#### Supplied entries

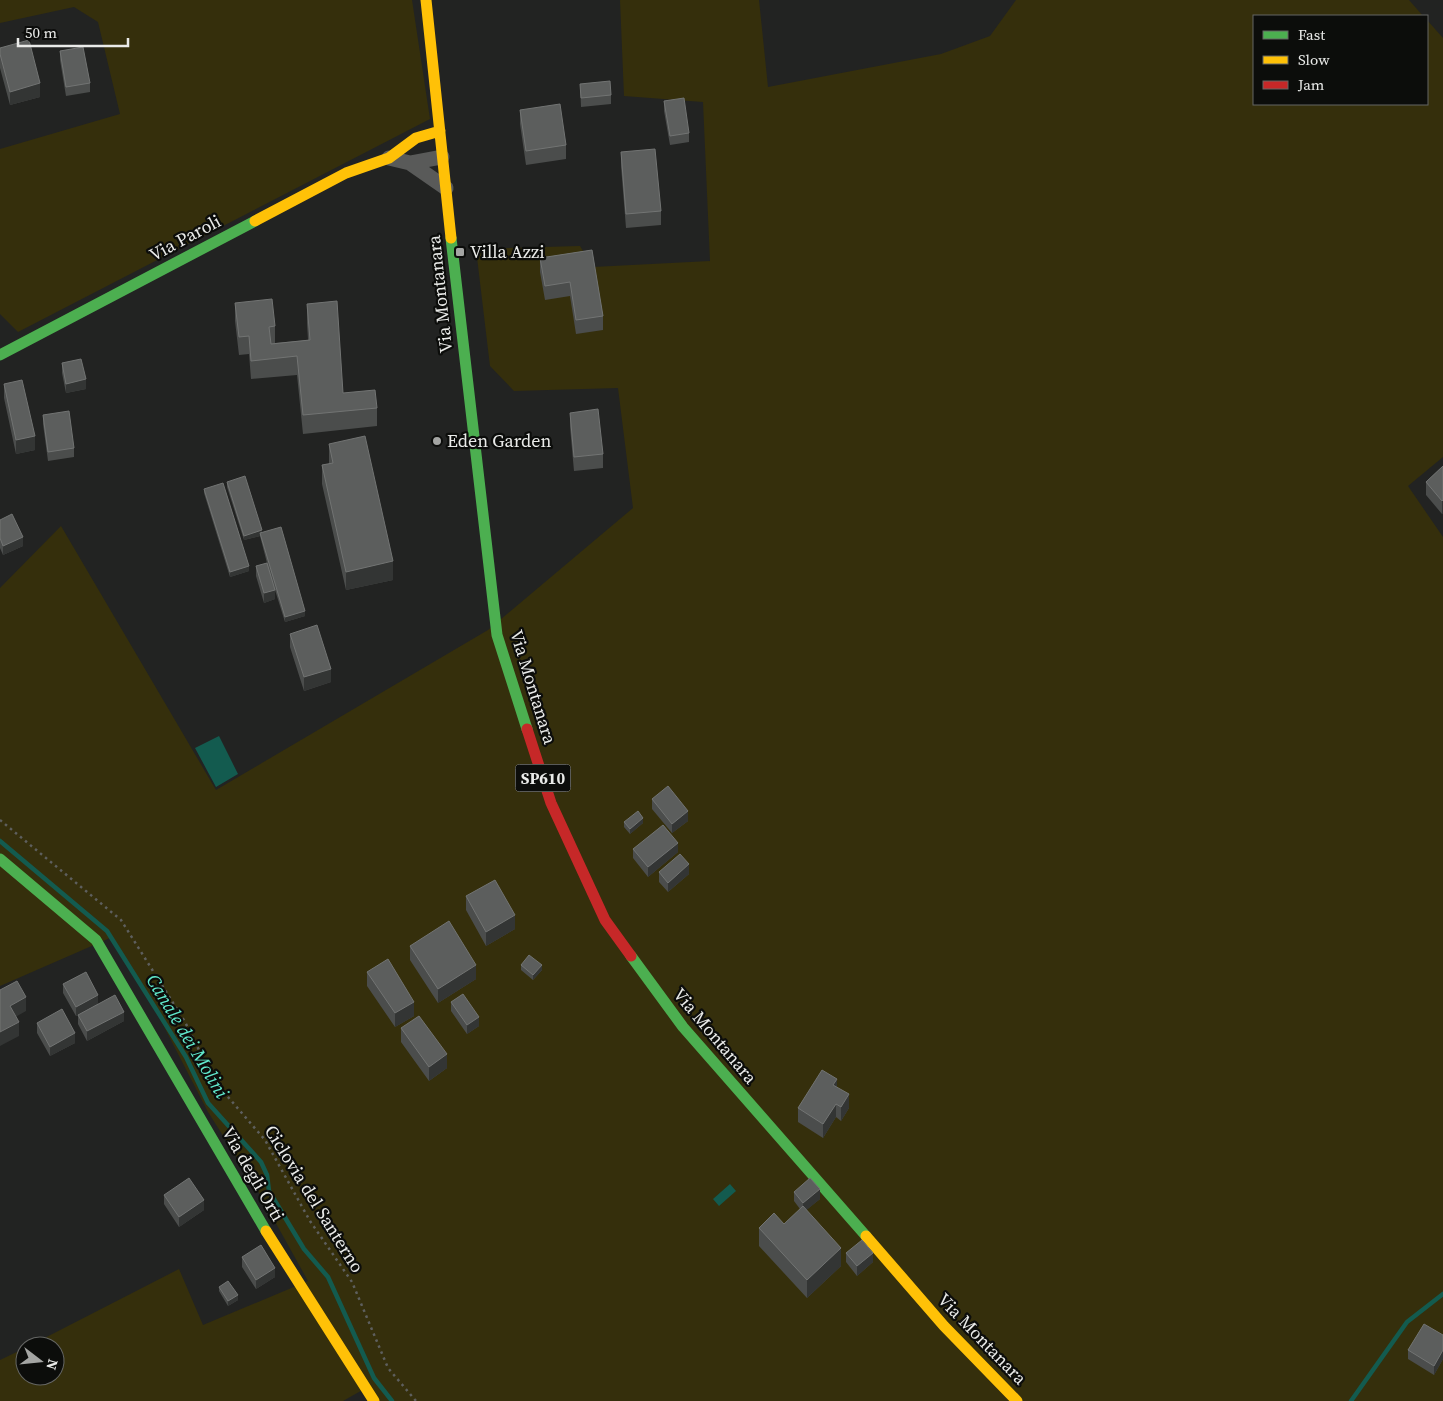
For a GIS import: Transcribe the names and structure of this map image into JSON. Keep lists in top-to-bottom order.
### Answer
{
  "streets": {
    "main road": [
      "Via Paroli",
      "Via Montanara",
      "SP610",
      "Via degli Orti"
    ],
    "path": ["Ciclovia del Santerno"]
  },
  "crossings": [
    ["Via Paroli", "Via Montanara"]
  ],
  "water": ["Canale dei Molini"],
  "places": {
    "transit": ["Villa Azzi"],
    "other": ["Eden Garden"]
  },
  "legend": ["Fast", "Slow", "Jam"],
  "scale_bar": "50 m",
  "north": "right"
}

########

◆ Work instruction ◆
Set every entry down again exactly as written, and omit the images.

◆ Response to this task ◆
For a GIS import: Transcribe the names and structure of this map image into JSON. Keep lists in top-to-bottom order.
### Answer
{
  "streets": {
    "main road": [
      "Via Paroli",
      "Via Montanara",
      "SP610",
      "Via degli Orti"
    ],
    "path": ["Ciclovia del Santerno"]
  },
  "crossings": [
    ["Via Paroli", "Via Montanara"]
  ],
  "water": ["Canale dei Molini"],
  "places": {
    "transit": ["Villa Azzi"],
    "other": ["Eden Garden"]
  },
  "legend": ["Fast", "Slow", "Jam"],
  "scale_bar": "50 m",
  "north": "right"
}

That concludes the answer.